Closed mohit2152sharma closed 4 months ago
@osolmaz , have you had a chance to review the PR? If any changes, let me know...
Thank you!
I did some minor refactors.
I notice some issues that might be related to the library itself, like cached audio files are not used and are regenerated every run. This is not good since the API is not free. Will try to resolve those now.
In the meanwhile, can you add documentation? Like I saw this, but there was no such section on that page:
Check out https://voiceover.manim.community/en/stable/services.html#elevenlabs to learn how to create an account and get your subscription key.

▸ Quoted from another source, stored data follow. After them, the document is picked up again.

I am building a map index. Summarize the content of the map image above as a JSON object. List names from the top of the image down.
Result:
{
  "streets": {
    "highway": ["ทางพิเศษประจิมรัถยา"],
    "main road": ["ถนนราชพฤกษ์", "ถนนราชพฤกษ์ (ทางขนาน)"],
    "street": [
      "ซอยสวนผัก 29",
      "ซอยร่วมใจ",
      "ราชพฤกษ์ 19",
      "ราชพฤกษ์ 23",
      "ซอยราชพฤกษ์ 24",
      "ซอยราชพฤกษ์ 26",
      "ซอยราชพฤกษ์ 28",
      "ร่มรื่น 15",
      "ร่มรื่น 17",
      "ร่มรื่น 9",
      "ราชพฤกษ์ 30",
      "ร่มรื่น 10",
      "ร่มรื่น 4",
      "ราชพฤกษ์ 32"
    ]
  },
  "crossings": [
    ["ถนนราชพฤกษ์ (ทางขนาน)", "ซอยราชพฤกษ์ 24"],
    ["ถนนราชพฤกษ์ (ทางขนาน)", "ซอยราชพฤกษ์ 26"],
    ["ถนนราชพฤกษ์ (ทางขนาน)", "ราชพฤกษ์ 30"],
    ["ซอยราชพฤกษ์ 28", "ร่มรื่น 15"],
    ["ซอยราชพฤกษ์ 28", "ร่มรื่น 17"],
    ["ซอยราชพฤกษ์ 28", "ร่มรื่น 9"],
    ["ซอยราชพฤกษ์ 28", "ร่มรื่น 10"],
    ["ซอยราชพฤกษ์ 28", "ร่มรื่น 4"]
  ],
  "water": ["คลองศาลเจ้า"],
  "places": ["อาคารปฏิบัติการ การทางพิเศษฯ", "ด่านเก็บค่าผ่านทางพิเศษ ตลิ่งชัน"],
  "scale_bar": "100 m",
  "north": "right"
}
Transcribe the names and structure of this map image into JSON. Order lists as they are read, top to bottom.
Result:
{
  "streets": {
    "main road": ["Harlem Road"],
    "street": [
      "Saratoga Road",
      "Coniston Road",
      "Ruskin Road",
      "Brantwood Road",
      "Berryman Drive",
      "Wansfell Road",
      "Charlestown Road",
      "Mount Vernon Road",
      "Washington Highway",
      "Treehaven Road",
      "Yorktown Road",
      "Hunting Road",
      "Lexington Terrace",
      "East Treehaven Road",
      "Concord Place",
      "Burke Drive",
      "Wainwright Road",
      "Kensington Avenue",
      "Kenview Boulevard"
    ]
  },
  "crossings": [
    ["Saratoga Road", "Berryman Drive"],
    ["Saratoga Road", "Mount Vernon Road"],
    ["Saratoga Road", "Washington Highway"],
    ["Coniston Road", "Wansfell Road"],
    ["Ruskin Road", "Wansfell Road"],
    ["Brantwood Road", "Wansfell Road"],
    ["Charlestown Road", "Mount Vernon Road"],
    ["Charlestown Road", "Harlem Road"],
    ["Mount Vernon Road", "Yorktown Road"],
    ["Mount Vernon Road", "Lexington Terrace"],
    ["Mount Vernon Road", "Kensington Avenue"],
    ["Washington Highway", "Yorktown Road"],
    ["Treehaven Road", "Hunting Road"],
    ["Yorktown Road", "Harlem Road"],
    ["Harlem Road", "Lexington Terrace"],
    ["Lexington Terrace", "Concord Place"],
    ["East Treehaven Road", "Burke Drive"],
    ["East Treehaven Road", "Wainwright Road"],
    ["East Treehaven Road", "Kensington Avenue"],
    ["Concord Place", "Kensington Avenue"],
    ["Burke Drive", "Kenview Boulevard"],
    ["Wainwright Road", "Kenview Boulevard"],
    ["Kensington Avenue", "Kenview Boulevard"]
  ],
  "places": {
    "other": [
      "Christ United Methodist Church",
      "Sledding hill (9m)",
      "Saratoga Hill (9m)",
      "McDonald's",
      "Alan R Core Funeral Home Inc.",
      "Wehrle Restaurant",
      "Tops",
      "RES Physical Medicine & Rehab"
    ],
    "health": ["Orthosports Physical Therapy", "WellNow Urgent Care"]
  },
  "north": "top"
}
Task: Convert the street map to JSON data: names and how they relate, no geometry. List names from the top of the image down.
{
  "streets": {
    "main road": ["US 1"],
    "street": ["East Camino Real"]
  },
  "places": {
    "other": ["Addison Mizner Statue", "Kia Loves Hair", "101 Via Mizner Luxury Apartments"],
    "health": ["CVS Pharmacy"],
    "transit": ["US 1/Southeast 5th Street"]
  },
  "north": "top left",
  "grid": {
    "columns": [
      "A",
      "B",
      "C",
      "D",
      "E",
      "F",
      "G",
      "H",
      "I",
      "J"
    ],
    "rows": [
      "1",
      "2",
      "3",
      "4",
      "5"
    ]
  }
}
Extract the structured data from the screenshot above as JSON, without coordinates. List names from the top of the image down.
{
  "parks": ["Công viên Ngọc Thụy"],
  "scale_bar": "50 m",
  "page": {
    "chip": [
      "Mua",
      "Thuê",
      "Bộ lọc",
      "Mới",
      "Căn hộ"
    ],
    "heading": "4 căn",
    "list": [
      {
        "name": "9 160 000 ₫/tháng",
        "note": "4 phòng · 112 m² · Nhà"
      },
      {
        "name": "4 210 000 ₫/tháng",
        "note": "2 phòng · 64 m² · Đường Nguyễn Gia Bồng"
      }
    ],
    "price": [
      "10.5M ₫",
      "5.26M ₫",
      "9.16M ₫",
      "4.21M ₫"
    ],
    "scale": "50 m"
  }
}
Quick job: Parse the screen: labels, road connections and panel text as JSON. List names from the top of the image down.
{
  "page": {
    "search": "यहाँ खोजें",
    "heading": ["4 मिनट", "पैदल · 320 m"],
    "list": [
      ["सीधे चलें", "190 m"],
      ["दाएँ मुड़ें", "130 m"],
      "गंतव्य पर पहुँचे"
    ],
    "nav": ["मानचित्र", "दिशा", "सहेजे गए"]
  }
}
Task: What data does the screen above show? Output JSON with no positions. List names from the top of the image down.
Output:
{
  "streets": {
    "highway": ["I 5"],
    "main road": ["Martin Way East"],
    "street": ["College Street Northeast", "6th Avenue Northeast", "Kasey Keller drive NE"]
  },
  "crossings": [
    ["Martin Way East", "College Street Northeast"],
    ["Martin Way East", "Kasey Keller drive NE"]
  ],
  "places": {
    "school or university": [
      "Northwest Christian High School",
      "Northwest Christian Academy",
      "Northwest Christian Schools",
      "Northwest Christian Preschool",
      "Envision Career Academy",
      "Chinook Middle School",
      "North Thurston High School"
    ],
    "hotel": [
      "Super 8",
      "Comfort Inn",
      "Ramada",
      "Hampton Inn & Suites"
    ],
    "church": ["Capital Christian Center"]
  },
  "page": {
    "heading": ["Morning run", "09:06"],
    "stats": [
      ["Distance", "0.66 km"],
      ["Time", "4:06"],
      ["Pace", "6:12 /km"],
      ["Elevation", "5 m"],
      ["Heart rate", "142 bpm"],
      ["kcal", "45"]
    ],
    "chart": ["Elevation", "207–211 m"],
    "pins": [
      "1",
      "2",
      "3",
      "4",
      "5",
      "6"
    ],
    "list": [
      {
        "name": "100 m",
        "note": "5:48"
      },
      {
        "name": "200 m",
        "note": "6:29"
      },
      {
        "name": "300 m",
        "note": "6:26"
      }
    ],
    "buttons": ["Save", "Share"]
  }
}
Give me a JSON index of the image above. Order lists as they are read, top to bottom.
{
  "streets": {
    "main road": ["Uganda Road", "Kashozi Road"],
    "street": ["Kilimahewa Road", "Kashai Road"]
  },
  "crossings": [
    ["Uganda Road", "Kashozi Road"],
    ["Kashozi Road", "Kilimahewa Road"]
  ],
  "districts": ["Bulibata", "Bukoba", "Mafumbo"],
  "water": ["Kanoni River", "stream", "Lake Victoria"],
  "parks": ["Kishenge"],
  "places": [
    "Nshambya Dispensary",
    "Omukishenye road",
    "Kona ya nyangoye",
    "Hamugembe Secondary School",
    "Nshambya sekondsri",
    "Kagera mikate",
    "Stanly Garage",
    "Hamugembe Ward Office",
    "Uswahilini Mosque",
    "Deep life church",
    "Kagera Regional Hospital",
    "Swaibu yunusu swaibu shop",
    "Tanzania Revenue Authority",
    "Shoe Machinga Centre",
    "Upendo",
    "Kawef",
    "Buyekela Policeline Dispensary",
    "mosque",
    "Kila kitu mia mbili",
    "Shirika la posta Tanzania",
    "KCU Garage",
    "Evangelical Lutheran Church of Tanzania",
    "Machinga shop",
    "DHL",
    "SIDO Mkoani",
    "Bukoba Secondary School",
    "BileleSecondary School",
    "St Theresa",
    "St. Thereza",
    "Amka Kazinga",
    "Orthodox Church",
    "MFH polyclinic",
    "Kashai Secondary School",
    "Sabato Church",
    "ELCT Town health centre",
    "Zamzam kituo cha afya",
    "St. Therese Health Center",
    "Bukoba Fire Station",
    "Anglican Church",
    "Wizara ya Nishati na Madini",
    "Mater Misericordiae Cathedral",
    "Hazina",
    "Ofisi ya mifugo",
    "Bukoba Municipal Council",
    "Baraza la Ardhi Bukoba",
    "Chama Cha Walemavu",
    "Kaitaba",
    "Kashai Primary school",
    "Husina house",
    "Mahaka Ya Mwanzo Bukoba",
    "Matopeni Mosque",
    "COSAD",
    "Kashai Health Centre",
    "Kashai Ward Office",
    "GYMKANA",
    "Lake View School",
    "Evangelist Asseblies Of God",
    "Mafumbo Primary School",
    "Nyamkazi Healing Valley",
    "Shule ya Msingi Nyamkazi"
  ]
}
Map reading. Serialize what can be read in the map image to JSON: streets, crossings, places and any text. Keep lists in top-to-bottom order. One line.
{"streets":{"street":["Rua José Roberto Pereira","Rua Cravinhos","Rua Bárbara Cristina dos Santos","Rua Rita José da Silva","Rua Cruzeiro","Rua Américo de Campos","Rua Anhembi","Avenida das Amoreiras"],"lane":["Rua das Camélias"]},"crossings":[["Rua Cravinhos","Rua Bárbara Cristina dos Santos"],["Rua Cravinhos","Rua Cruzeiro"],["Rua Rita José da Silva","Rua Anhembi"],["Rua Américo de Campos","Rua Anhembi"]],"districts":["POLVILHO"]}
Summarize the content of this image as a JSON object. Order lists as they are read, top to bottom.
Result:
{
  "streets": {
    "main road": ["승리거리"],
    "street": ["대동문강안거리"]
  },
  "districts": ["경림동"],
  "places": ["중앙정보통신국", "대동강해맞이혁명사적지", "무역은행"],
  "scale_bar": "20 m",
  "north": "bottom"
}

@mohit2152sharma I improved caching behavior and enabled transcription with Whisper by default. This is necessary to use bookmarks.
Can you check whether Elevenlabs API returns word boundaries (timestamps for beginning of each word in the audio)? I looked briefly and couldn't see it, but I feel like it might be hidden somewhere.
@osolmaz , I added the documentation. For the bookmark part, it wasn't working for me until i changed "voice_settings": self.voice.model_dump(exclude_none=True)
. (I tested it with examples/bookmark-example.py
setting ElevenlabsService
, the animation did get triggered at mentioned bookmarks)
Regarding caching I assumed that it was a bug as it wasn't respecting the --disable_caching
flag. But after using elvenlabs for couple of days, I have realised now that it was a good behaviour. Thanks for reverting it.
I just ran the bookmark example using the default voice, the quality out of the box is insane.
You could get to something very reasonable with a little tweaking.
Btw --disable_caching
is necesssary because of a Manim bug with adding sound.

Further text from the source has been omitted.